- _Exercise requirements_
Exact duplicates of the lines from the top of the data through the line containing "position:absolute; left:18px; top:18px;" are needed, with every picture left out.

- _Stored data entries_
──────────────────────────────

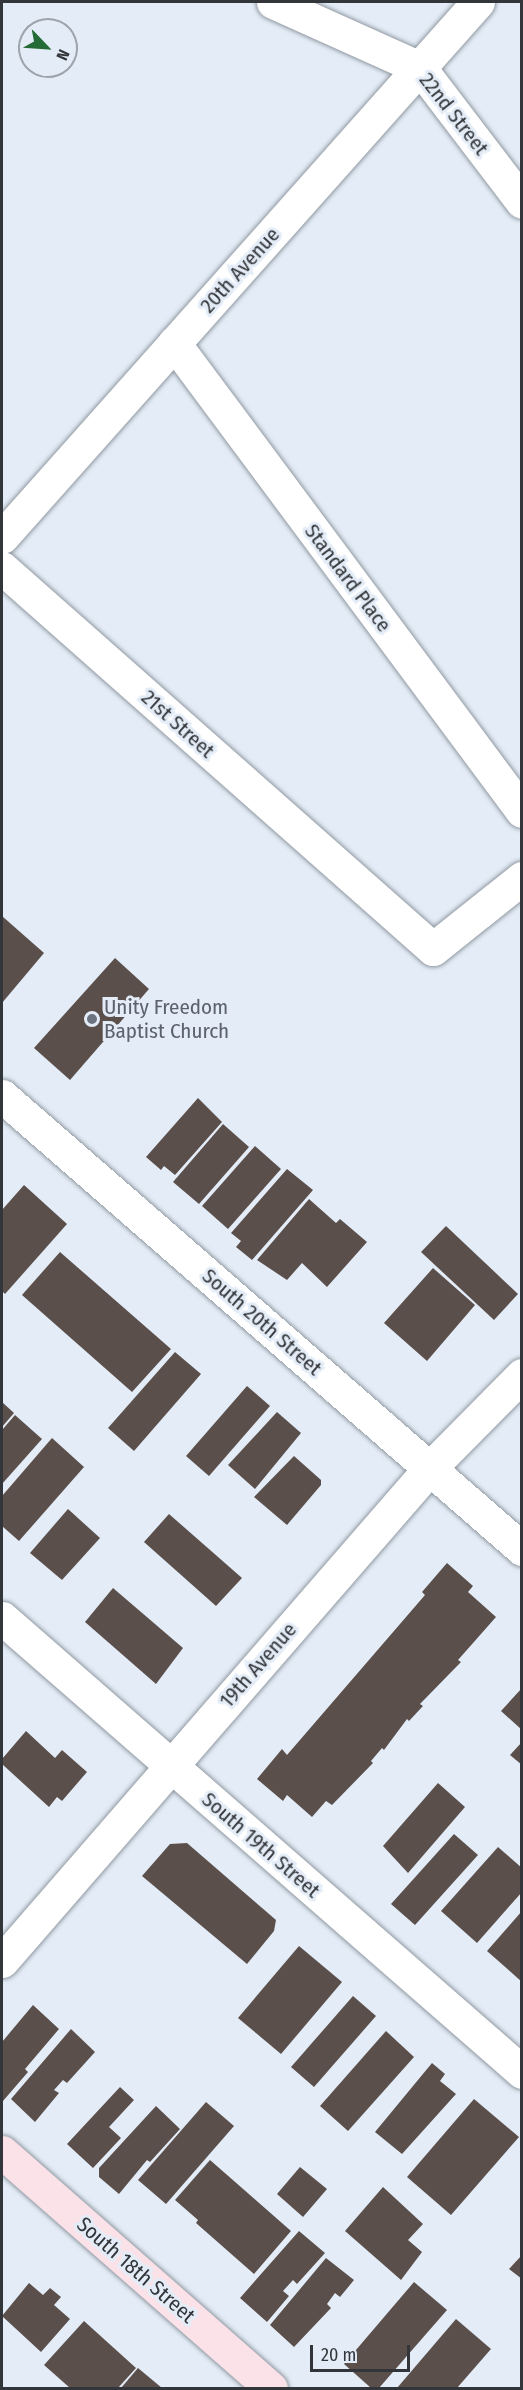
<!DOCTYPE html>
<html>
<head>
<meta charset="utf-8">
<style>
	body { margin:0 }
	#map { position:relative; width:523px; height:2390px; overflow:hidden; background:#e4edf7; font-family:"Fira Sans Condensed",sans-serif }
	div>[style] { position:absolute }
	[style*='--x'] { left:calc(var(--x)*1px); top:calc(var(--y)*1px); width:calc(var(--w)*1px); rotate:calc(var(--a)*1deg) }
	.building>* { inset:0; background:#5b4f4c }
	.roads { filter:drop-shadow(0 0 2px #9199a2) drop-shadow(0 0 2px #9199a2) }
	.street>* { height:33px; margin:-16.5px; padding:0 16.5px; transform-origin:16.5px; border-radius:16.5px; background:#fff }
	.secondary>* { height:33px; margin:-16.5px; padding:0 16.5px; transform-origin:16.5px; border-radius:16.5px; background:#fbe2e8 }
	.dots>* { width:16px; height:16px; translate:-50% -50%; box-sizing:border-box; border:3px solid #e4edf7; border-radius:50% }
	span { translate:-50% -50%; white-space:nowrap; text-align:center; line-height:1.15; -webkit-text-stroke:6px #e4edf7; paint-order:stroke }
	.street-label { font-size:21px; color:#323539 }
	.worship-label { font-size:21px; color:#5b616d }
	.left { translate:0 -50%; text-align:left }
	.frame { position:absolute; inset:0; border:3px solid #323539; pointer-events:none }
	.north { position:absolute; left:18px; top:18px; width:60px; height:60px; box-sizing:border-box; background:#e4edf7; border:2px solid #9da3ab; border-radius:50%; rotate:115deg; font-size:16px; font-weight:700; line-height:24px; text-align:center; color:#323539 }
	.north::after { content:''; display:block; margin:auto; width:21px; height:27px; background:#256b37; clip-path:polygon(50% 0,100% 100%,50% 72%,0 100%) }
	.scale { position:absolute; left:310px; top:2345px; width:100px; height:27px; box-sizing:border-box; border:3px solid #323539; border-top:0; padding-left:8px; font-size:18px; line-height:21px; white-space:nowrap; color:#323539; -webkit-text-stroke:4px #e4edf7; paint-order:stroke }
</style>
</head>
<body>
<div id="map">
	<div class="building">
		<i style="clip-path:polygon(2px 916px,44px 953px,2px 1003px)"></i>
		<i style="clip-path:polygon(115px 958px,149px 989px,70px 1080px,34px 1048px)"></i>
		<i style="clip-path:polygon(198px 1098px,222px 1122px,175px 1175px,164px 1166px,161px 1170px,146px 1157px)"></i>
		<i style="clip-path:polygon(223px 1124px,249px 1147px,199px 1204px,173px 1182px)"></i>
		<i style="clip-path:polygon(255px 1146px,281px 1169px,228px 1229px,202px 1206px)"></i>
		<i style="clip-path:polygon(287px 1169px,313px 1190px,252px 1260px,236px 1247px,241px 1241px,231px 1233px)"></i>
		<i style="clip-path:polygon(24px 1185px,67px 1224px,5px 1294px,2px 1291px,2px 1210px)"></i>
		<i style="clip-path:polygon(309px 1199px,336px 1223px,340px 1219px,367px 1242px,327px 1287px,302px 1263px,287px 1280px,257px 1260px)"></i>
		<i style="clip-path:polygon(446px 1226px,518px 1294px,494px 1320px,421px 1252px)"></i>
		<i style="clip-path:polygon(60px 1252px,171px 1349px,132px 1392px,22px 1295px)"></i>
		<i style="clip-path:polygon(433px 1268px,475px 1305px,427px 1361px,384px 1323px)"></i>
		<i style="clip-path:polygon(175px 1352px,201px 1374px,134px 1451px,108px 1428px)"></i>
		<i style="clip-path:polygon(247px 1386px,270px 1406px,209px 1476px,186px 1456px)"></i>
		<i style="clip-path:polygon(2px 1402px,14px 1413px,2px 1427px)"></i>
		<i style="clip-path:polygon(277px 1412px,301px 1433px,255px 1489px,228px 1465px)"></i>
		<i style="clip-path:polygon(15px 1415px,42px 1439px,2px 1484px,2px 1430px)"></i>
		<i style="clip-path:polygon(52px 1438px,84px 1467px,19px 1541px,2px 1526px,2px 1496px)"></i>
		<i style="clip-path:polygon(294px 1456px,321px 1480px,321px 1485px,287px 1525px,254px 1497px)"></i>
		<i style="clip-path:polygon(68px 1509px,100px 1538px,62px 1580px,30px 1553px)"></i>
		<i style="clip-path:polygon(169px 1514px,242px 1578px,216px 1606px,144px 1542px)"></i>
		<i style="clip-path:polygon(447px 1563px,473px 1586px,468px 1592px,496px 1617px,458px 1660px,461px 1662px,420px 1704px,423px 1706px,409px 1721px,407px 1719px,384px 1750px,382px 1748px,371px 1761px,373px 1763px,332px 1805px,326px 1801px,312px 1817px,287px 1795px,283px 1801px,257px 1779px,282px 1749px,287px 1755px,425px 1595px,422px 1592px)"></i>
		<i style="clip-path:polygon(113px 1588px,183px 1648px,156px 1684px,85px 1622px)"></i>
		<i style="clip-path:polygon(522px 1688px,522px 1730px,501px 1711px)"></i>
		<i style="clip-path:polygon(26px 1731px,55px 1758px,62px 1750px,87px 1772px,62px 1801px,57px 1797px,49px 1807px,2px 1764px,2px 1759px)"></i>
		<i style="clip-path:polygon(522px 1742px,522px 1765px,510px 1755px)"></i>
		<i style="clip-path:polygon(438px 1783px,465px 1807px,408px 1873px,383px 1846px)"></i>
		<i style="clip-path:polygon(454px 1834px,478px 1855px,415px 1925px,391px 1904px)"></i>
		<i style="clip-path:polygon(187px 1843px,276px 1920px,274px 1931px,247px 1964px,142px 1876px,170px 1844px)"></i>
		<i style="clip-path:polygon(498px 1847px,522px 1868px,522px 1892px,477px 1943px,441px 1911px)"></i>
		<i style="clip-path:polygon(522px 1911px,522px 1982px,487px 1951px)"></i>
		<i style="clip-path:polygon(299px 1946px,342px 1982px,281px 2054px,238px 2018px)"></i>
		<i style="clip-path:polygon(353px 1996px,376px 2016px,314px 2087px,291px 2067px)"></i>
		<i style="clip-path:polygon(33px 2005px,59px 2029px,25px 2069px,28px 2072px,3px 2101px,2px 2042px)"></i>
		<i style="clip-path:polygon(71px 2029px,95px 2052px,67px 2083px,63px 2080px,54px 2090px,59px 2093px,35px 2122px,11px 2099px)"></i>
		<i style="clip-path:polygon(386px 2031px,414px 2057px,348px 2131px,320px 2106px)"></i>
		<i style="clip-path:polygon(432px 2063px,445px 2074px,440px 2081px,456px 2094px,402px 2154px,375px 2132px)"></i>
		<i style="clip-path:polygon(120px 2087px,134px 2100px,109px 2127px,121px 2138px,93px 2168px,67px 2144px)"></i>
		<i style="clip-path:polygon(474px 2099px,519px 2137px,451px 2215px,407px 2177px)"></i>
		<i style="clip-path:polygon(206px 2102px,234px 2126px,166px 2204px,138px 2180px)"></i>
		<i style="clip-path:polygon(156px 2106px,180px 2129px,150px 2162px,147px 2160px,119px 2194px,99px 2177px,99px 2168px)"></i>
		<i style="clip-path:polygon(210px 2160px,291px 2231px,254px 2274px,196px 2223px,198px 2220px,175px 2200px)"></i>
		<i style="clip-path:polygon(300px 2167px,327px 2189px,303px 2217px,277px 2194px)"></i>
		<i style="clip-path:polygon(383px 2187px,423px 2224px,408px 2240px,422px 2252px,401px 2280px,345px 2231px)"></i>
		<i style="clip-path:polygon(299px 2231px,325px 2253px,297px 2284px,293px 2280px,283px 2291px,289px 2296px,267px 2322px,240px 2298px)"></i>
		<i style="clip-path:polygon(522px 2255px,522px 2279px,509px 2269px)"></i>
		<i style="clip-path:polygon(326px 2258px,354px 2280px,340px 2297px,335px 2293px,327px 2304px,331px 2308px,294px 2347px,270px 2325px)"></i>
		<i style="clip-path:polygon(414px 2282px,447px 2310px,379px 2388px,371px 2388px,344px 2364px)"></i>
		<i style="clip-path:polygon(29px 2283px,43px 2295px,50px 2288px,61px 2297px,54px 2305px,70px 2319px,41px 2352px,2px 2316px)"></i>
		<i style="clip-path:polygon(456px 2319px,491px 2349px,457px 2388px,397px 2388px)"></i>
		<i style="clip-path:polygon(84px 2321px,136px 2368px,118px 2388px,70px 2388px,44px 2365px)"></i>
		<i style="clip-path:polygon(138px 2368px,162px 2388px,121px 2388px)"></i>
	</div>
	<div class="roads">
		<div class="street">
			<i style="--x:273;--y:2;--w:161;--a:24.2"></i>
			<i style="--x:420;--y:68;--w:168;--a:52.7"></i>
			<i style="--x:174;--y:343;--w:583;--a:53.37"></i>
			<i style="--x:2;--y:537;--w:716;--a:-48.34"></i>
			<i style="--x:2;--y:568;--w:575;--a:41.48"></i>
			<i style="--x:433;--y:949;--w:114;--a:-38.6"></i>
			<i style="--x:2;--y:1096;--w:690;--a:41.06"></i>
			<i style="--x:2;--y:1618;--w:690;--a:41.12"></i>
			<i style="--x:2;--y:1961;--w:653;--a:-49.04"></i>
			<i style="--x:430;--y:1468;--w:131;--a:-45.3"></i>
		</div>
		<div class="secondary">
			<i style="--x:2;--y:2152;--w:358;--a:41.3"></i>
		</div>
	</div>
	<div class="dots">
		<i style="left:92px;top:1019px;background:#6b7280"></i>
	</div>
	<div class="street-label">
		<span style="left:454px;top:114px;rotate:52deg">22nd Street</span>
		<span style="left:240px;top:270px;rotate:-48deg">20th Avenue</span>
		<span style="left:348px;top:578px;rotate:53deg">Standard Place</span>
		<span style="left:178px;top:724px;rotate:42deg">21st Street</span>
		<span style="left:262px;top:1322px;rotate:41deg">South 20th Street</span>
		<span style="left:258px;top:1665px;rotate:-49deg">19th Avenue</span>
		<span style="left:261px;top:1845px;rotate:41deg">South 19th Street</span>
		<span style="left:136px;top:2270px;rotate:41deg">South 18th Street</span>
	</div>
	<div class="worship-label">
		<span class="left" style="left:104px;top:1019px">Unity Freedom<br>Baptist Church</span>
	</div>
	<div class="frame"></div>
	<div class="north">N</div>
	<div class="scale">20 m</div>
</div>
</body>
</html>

──────────────────────────────

- _Task output_
<!DOCTYPE html>
<html>
<head>
<meta charset="utf-8">
<style>
	body { margin:0 }
	#map { position:relative; width:523px; height:2390px; overflow:hidden; background:#e4edf7; font-family:"Fira Sans Condensed",sans-serif }
	div>[style] { position:absolute }
	[style*='--x'] { left:calc(var(--x)*1px); top:calc(var(--y)*1px); width:calc(var(--w)*1px); rotate:calc(var(--a)*1deg) }
	.building>* { inset:0; background:#5b4f4c }
	.roads { filter:drop-shadow(0 0 2px #9199a2) drop-shadow(0 0 2px #9199a2) }
	.street>* { height:33px; margin:-16.5px; padding:0 16.5px; transform-origin:16.5px; border-radius:16.5px; background:#fff }
	.secondary>* { height:33px; margin:-16.5px; padding:0 16.5px; transform-origin:16.5px; border-radius:16.5px; background:#fbe2e8 }
	.dots>* { width:16px; height:16px; translate:-50% -50%; box-sizing:border-box; border:3px solid #e4edf7; border-radius:50% }
	span { translate:-50% -50%; white-space:nowrap; text-align:center; line-height:1.15; -webkit-text-stroke:6px #e4edf7; paint-order:stroke }
	.street-label { font-size:21px; color:#323539 }
	.worship-label { font-size:21px; color:#5b616d }
	.left { translate:0 -50%; text-align:left }
	.frame { position:absolute; inset:0; border:3px solid #323539; pointer-events:none }
	.north { position:absolute; left:18px; top:18px; width:60px; height:60px; box-sizing:border-box; background:#e4edf7; border:2px solid #9da3ab; border-radius:50%; rotate:115deg; font-size:16px; font-weight:700; line-height:24px; text-align:center; color:#323539 }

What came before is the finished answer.